Qué duda cabe sobre la opinión general que casi todos los españoles tenemos respecto de los sindicatos y en especial de sus representantes. El desprecio, ganado a pulso por la actuación desarrollada durante los últimos años, es el sentimiento más común. Viviendo a la sombra del poder político, aquéllos que cobran por defender al resto de los trabajadores han traicionado sistemáticamente principios y objetivos, pervirtiendo los motivos y la incuestionable necesidad de la existencia de las agrupaciones sindicales. Acomodo, pasividad, cuando no beneficio propio, han regido el comportamiento bastardo de muchos, que no todos, consiguiendo con este proceder que el ciudadano rechace de pleno cualquier cosa que provenga de los mal llamados defensores de los derechos de los trabajadores.

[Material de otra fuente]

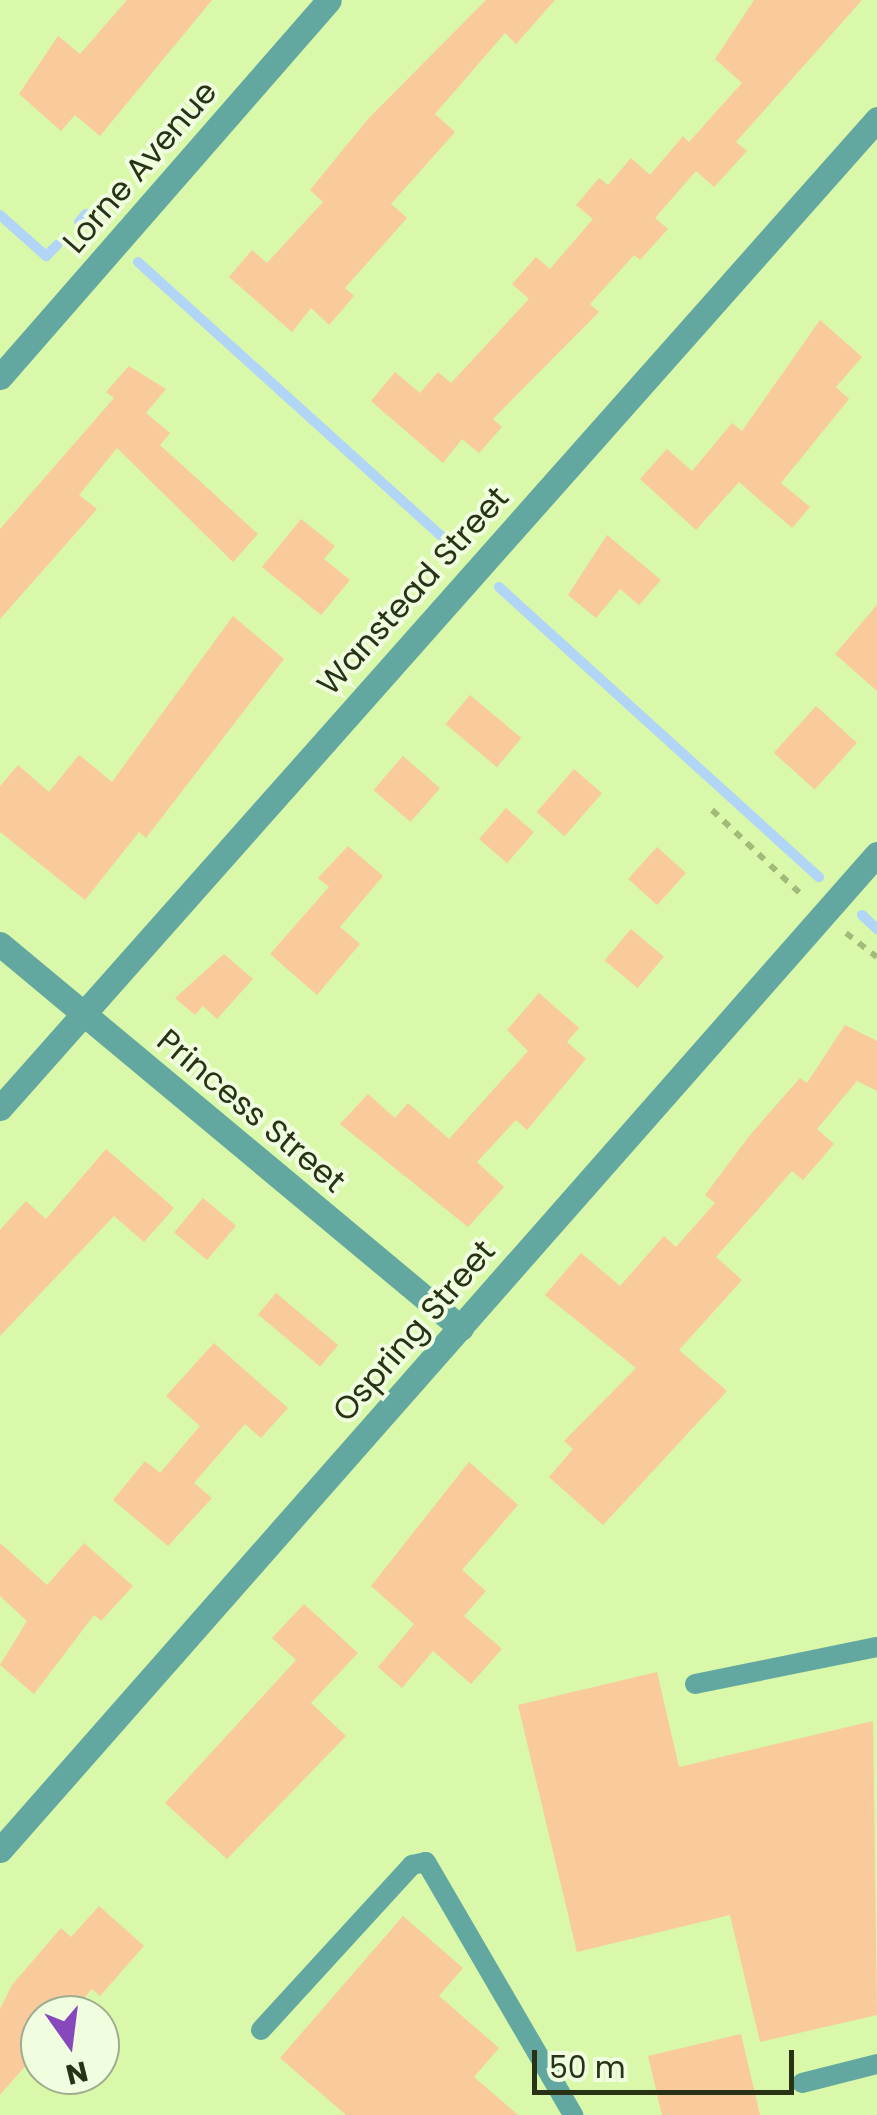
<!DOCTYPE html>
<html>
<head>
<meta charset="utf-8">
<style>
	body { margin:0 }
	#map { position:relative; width:877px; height:2115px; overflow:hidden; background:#d9f8aa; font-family:Poppins,sans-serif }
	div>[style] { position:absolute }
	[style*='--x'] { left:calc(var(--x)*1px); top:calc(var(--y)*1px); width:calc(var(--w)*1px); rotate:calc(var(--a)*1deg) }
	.stream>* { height:10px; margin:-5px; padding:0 5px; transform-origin:5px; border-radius:5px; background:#b0d5f6 }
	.building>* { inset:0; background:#f9ca9b; transform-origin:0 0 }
	.path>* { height:6px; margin-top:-3px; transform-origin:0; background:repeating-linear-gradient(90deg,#a2bb7b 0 8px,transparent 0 16px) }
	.lane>* { height:20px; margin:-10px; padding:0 10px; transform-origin:10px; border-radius:10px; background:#62a8a0 }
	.street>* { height:25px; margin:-12.5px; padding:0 12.5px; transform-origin:12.5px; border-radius:12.5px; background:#62a8a0 }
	span { translate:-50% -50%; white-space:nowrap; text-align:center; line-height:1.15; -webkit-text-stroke:8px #f0fddf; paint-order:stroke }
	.street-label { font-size:32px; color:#273314 }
	.north { position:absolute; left:20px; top:1995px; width:100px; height:100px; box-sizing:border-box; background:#f0fddf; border:2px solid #a0ac8e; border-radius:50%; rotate:166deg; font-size:28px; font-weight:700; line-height:40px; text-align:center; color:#273314 }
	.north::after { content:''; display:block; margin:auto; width:35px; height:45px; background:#8748bd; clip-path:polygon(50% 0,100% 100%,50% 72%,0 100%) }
	.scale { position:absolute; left:532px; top:2050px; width:262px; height:45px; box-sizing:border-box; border:5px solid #273314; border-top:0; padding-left:12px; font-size:30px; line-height:35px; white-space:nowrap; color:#273314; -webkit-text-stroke:8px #f0fddf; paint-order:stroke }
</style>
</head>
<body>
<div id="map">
	<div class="stream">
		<i style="--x:0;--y:215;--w:62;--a:41.7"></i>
		<i style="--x:46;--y:256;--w:16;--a:-45"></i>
		<i style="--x:79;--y:222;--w:11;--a:-49"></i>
		<i style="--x:86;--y:214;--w:13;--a:45"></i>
		<i style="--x:138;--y:262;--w:428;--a:42.1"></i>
		<i style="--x:499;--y:587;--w:432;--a:42.2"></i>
		<i style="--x:862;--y:915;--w:21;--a:43"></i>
	</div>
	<div class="building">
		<i style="clip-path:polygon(127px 0,212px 0,100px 136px,75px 115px,61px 131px,19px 94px,58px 36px,80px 54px)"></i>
		<i style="clip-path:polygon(486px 0,555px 0,516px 44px,505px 33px,435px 114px,455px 132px,391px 204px,407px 218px,345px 288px,354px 296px,329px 325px,311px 308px,292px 332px,229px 277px,252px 250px,267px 263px,323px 202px,310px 190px,368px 119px)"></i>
		<i style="clip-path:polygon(754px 0,862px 0,736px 142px,747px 151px,714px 187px,696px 171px,655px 218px,668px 229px,640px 260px,634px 255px,590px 304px,599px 312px,493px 419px,502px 427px,479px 453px,462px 439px,443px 463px,371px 401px,395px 372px,420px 393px,438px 372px,451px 383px,529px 299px,512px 284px,536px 257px,550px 269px,593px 219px,576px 205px,599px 178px,608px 185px,631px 158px,650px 175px,683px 136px,689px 142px,742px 83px,715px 59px)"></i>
		<i style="clip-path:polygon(820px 320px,862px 357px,836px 387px,849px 399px,781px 483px,810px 507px,792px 528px,739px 482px,696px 530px,640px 479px,667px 449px,692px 471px,732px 423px,742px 431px)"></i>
		<i style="clip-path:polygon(129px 366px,166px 389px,146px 413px,170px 433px,160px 445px,258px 534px,233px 562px,117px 448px,79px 495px,97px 509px,0 619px,0 529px,114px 398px,106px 392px)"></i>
		<i style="clip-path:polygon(301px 519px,335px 546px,324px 559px,350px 580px,321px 615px,262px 567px)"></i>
		<i style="clip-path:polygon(607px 535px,661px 580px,639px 605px,620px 589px,596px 618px,568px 595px)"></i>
		<i style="clip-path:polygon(877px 605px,877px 691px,835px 654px)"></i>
		<i style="clip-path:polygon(233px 616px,284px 659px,146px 838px,139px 832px,85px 900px,0 832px,0 786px,18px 765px,49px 792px,79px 755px,112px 782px)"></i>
		<i style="left:470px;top:695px;width:67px;height:38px;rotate:40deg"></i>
		<i style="left:816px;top:706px;width:55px;height:63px;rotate:42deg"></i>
		<i style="left:403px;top:756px;width:49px;height:45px;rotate:41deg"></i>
		<i style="left:574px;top:769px;width:37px;height:57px;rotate:41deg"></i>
		<i style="left:506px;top:808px;width:37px;height:41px;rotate:41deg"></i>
		<i style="clip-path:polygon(348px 846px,383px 876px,340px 927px,360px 944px,317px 995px,270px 954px,329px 887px,318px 878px)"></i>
		<i style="left:657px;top:847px;width:39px;height:43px;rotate:42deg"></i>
		<i style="left:631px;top:929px;width:43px;height:41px;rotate:40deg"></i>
		<i style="clip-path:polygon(224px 954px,253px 979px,217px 1019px,203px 1006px,195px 1015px,175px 998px)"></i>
		<i style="clip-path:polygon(539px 993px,579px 1028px,567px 1042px,586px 1059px,527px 1130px,516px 1120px,477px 1162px,504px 1187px,468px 1227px,340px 1124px,368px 1094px,395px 1118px,408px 1103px,449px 1139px,528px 1051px,507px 1030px)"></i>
		<i style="clip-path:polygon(845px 1025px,877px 1041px,877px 1091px,857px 1081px,817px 1129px,834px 1144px,803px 1180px,792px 1171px,716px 1257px,742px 1280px,679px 1350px,727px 1391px,603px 1525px,549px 1477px,573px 1449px,564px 1441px,636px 1368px,545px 1295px,581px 1253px,620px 1286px,664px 1236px,676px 1247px,715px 1203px,705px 1195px,750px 1135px,800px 1078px,807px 1083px)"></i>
		<i style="clip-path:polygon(106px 1149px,174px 1208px,144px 1242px,114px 1216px,0 1336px,0 1230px,26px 1201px,46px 1219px)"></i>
		<i style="left:203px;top:1198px;width:43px;height:45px;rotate:40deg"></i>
		<i style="left:276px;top:1293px;width:81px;height:28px;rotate:40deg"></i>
		<i style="clip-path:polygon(214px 1343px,288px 1408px,261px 1438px,245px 1424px,194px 1483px,212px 1498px,168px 1546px,113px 1500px,145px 1461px,160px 1473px,200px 1426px,166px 1396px)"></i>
		<i style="clip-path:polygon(469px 1462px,518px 1505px,462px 1570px,486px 1591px,464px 1616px,502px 1649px,471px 1684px,433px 1651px,402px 1688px,378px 1667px,414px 1624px,371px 1586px)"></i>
		<i style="clip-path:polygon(0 1543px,47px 1585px,84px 1543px,133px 1586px,101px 1621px,94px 1615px,34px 1694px,0 1665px,27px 1621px,0 1596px)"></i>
		<i style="clip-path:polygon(304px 1604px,358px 1653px,311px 1703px,346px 1736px,227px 1859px,165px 1803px,296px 1660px,272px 1638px)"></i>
		<i style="clip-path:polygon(657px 1672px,679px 1767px,873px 1721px,877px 2015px,760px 2042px,730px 1915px,577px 1952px,518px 1705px)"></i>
		<i style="clip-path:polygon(99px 1906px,144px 1946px,100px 1996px,92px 1989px,69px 2015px,40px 2015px,40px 2049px,0 2095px,0 2009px,12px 1985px,61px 1928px,71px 1937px)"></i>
		<i style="clip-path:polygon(403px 1916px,463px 1968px,439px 1996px,499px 2048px,474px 2077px,518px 2115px,346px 2115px,280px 2058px)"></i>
		<i style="clip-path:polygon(741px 2034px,760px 2115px,662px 2115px,648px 2056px)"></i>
	</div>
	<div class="path">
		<i style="--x:712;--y:810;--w:125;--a:43.4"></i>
		<i style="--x:846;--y:933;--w:39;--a:38"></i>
	</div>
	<div class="lane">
		<i style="--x:695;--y:1684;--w:186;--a:-11.5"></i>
		<i style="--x:261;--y:2030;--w:224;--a:-47.5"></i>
		<i style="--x:412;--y:1865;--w:14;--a:-12"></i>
		<i style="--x:426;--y:1862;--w:293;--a:59.8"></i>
		<i style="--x:802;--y:2083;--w:77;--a:-14.2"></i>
	</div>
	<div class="street">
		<i style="--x:0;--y:377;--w:500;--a:-48.89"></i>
		<i style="--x:0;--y:944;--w:600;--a:39.79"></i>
		<i style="--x:0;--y:1108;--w:1322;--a:-48.43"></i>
		<i style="--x:0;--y:1850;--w:1327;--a:-48.64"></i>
	</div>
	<div class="street-label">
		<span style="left:140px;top:167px;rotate:-49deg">Lorne Avenue</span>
		<span style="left:413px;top:591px;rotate:-48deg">Wanstead Street</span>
		<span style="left:251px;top:1111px;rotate:40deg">Princess Street</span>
		<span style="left:414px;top:1331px;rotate:-49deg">Ospring Street</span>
	</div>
	<div class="north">N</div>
	<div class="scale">50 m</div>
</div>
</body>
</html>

Un sindicato, como tal, no debe hacer política, debe interpretar las medidas y leyes que emanan del poder legislativo, valorando la oportunidad, la legalidad, la influencia en el trabajo, la justicia, los caracteres positivos y negativos de las normas, los abusos y la idoneidad de los reglamentos. Debe positivar los acuerdos y hacerlos lo más beneficiosos posibles, a corto, medio y largo plazo. Y para ello tiene que dialogar, negociar hasta el final, sin verse sometido a ideologías, intereses particulares o sobornos encubiertos. En los trabajadores reside su fuerza, y obrar a espaldas de ellos no es más que una perversa felonía. En el momento en el que un sindicato actúa en conveniencia con el poder político, del que obtiene beneficio, posición y riqueza, deja ya de tener en su ideario aquello por lo que nació, aquello por lo que debería pelear. Hoy en día, para desgracia de la sociedad española, los derroteros por los que se mueve la lucha sindical distan mucho de los fines que le son legítimos.
Creo que los sindicatos son básicos, su existencia imprescindible. Pero no los actuales, no éstos, o al menos no cómo funcionan, ni cómo se estructuran ni cómo dicen ejercer la representación de todos y cada uno de los trabajadores. No, así no. La regeneración democrática debe empezar en la base si deseamos que algún día alcance a los rectores políticos. Desde abajo lograremos, quizás, cambiar el sistema, humanizarlo, hacerlo, en definitiva, más justo. Demagogia de salón, o a lo mejor no.